++++ Source data

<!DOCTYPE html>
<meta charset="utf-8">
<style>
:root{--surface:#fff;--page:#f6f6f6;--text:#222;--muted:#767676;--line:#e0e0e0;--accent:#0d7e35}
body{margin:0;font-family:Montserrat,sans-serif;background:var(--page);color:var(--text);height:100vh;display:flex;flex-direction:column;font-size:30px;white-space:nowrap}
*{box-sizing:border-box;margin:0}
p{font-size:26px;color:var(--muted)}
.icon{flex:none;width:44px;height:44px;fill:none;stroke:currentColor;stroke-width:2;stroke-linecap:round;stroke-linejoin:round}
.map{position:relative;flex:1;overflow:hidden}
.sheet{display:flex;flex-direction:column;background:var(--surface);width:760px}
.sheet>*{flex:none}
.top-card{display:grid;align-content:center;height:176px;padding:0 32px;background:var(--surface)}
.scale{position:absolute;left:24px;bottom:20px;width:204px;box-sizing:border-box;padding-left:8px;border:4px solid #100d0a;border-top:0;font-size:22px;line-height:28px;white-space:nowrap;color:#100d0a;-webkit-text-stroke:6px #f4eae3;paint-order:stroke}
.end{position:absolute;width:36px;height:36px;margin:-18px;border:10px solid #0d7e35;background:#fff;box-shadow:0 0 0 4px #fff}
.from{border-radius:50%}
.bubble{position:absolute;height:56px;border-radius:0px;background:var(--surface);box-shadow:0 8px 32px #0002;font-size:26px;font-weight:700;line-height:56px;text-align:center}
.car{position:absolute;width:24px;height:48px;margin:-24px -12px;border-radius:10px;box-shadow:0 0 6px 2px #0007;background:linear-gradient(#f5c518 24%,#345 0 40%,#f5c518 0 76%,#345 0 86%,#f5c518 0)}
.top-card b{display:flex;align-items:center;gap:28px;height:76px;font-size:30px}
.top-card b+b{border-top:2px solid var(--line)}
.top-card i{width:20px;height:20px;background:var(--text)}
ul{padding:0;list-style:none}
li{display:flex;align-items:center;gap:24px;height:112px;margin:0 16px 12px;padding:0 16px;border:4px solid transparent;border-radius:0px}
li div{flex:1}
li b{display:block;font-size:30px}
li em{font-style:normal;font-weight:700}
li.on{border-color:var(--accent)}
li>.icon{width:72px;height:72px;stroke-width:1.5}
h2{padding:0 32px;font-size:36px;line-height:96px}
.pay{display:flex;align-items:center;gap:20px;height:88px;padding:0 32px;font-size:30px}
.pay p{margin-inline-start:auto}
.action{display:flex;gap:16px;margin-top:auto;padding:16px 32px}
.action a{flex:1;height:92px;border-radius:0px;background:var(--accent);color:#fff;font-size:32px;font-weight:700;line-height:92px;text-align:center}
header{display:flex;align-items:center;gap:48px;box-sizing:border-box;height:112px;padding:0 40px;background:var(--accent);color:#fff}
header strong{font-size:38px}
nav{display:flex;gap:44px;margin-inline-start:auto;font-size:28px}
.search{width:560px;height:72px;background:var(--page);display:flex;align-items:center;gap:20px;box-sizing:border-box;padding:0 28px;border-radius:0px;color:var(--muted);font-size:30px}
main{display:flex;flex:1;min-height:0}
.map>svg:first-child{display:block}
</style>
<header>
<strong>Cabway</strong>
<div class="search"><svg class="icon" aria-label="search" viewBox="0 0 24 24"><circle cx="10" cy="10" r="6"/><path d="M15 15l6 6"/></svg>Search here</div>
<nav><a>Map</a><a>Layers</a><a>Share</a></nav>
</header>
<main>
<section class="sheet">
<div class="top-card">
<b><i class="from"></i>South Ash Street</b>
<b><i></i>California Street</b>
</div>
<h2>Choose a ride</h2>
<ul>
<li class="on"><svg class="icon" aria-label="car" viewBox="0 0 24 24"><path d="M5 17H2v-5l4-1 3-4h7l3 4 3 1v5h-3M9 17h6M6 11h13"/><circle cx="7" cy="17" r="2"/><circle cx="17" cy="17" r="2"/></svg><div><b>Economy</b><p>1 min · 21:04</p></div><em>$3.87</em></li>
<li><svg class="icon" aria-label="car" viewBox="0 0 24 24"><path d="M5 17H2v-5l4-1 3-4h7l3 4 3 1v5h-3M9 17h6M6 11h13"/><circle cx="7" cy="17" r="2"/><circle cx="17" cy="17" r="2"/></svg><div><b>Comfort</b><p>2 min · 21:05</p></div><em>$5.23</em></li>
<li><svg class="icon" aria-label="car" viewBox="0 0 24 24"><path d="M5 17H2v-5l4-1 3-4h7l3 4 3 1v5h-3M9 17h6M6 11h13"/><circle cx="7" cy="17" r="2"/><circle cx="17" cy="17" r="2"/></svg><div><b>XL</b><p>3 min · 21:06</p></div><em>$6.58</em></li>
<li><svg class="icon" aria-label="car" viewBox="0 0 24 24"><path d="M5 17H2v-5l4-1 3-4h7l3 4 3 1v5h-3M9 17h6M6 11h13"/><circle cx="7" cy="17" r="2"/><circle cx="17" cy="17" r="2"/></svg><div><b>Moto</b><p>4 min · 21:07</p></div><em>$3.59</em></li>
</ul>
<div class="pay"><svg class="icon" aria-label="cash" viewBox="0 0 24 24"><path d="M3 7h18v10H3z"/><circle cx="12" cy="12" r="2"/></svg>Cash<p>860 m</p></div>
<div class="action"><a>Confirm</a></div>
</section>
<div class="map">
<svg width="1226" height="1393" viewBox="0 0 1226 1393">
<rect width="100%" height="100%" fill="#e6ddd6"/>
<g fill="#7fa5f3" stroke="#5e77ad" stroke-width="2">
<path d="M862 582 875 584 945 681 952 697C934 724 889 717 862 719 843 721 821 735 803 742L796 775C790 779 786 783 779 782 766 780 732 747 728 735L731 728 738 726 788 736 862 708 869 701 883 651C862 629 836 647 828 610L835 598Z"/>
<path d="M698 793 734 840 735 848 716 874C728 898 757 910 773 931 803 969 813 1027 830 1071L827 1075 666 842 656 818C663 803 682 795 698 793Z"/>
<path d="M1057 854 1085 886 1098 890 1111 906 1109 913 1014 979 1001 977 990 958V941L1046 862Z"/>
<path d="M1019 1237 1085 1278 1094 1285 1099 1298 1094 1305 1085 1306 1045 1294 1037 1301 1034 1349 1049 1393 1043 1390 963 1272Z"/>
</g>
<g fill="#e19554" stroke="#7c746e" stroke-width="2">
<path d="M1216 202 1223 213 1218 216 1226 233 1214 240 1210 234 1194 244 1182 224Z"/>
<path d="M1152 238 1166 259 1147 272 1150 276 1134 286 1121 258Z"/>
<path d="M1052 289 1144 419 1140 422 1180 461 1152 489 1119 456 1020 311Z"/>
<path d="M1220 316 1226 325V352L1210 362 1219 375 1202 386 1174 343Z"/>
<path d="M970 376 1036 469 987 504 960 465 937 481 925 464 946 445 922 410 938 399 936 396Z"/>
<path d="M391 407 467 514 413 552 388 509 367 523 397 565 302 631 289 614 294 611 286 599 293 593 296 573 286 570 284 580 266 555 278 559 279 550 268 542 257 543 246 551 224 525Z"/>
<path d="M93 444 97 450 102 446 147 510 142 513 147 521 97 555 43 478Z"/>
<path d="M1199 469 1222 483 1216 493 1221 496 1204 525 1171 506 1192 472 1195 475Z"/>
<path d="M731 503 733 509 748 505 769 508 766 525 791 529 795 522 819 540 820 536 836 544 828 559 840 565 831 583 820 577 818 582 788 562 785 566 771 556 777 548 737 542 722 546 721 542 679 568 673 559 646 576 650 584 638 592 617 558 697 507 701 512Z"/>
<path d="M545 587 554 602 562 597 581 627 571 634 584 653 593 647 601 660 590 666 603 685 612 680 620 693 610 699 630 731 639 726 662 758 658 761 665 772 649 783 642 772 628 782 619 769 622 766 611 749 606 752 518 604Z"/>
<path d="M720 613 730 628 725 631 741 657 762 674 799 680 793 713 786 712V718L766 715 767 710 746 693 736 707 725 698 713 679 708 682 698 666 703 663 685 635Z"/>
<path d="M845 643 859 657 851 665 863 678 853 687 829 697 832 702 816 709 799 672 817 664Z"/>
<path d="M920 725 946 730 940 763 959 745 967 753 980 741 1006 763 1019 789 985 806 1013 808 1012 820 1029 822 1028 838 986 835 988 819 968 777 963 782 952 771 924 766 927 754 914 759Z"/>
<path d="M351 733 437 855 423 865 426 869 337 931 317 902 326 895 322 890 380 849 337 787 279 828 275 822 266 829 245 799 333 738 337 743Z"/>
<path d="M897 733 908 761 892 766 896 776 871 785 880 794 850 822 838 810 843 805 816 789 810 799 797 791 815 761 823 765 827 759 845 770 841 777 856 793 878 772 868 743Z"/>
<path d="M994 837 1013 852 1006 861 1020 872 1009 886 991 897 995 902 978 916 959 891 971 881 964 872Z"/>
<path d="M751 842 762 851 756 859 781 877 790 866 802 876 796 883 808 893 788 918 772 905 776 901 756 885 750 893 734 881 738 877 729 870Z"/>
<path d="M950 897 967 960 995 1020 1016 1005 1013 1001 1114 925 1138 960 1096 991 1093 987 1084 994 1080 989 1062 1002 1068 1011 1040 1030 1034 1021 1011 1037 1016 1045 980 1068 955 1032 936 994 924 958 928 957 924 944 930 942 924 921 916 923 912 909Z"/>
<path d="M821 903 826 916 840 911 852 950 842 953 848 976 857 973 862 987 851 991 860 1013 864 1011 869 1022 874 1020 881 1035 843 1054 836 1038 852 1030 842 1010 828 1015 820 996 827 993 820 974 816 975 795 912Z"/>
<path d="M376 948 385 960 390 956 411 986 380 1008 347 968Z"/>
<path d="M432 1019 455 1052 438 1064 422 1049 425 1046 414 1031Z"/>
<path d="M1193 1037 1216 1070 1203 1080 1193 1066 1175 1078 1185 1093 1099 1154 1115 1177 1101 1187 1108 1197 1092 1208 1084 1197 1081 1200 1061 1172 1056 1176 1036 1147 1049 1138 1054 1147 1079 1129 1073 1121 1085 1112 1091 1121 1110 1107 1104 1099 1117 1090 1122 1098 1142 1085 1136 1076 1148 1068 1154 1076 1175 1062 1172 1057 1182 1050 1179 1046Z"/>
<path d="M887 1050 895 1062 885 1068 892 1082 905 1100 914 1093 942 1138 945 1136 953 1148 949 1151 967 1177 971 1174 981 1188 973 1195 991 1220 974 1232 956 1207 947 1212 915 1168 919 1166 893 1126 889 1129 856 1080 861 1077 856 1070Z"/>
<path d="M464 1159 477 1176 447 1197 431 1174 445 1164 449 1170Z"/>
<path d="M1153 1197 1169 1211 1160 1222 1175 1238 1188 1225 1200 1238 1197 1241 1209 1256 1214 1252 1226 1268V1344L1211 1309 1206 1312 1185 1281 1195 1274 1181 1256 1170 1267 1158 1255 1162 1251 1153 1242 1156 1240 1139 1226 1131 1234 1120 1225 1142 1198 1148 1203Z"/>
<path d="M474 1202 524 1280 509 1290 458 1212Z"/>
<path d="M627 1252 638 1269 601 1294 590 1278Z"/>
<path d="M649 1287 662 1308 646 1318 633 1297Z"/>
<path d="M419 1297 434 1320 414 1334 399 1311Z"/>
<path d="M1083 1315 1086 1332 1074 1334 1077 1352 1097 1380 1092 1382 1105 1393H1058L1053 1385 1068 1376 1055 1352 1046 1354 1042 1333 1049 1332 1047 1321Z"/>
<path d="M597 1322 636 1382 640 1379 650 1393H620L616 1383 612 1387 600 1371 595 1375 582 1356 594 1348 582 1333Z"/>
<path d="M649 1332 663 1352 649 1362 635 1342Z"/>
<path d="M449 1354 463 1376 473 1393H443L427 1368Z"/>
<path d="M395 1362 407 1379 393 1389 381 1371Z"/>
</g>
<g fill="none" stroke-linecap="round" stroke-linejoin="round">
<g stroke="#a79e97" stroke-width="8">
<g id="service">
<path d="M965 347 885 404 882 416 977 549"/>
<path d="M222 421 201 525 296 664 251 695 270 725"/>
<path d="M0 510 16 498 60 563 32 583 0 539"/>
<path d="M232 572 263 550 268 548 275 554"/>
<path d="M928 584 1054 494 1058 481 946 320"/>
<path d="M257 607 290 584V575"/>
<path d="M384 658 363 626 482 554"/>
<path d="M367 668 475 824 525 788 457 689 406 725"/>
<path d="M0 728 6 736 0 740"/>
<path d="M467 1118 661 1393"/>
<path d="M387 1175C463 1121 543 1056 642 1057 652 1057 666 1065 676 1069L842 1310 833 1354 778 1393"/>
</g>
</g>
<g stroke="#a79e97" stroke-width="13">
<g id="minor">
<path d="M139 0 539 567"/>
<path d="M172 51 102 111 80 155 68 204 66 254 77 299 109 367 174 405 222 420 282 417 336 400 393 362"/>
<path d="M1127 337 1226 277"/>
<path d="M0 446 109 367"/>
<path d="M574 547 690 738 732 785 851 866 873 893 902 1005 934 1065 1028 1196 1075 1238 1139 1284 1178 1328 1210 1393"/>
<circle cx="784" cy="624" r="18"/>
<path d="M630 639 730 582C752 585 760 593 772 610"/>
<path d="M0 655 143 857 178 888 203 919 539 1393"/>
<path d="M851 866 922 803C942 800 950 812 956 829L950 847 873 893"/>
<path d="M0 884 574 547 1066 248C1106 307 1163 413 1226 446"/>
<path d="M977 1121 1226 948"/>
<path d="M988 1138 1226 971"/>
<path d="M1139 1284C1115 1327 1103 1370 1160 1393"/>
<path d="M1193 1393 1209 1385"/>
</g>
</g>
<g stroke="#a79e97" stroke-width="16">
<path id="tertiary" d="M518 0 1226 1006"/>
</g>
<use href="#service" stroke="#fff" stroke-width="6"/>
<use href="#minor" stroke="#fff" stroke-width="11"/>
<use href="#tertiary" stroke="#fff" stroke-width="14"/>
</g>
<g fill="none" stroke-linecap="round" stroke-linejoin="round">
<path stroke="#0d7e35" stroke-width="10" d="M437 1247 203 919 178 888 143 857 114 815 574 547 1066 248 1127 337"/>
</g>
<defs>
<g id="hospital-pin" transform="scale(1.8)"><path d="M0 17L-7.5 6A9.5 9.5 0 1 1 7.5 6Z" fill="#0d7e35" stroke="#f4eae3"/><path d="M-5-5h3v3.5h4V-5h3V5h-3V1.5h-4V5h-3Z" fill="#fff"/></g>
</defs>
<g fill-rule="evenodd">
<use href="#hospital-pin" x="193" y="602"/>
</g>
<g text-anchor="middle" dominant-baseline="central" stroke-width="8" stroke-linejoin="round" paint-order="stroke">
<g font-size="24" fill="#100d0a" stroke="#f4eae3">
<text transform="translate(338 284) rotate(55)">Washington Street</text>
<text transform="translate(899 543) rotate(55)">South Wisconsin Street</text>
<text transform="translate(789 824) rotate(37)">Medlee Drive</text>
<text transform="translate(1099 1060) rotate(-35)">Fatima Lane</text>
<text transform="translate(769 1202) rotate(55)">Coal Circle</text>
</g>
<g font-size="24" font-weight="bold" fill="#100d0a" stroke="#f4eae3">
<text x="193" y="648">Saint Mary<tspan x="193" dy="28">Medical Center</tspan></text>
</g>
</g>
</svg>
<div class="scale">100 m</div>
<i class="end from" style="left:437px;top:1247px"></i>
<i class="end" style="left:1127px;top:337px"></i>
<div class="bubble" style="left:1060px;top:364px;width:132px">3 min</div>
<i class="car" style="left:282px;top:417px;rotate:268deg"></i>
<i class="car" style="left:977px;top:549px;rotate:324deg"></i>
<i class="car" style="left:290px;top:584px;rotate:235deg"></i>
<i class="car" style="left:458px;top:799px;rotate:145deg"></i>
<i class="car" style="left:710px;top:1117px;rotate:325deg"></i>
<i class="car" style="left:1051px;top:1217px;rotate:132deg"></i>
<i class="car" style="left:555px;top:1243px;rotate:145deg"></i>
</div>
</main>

++++++++

> **Task requirements**
Scan the data above for the word "direction" and report every line where it is found.

> **Solved exercise**
body{margin:0;font-family:Montserrat,sans-serif;background:var(--page);color:var(--text);height:100vh;display:flex;flex-direction:column;font-size:30px;white-space:nowrap}
.sheet{display:flex;flex-direction:column;background:var(--surface);width:760px}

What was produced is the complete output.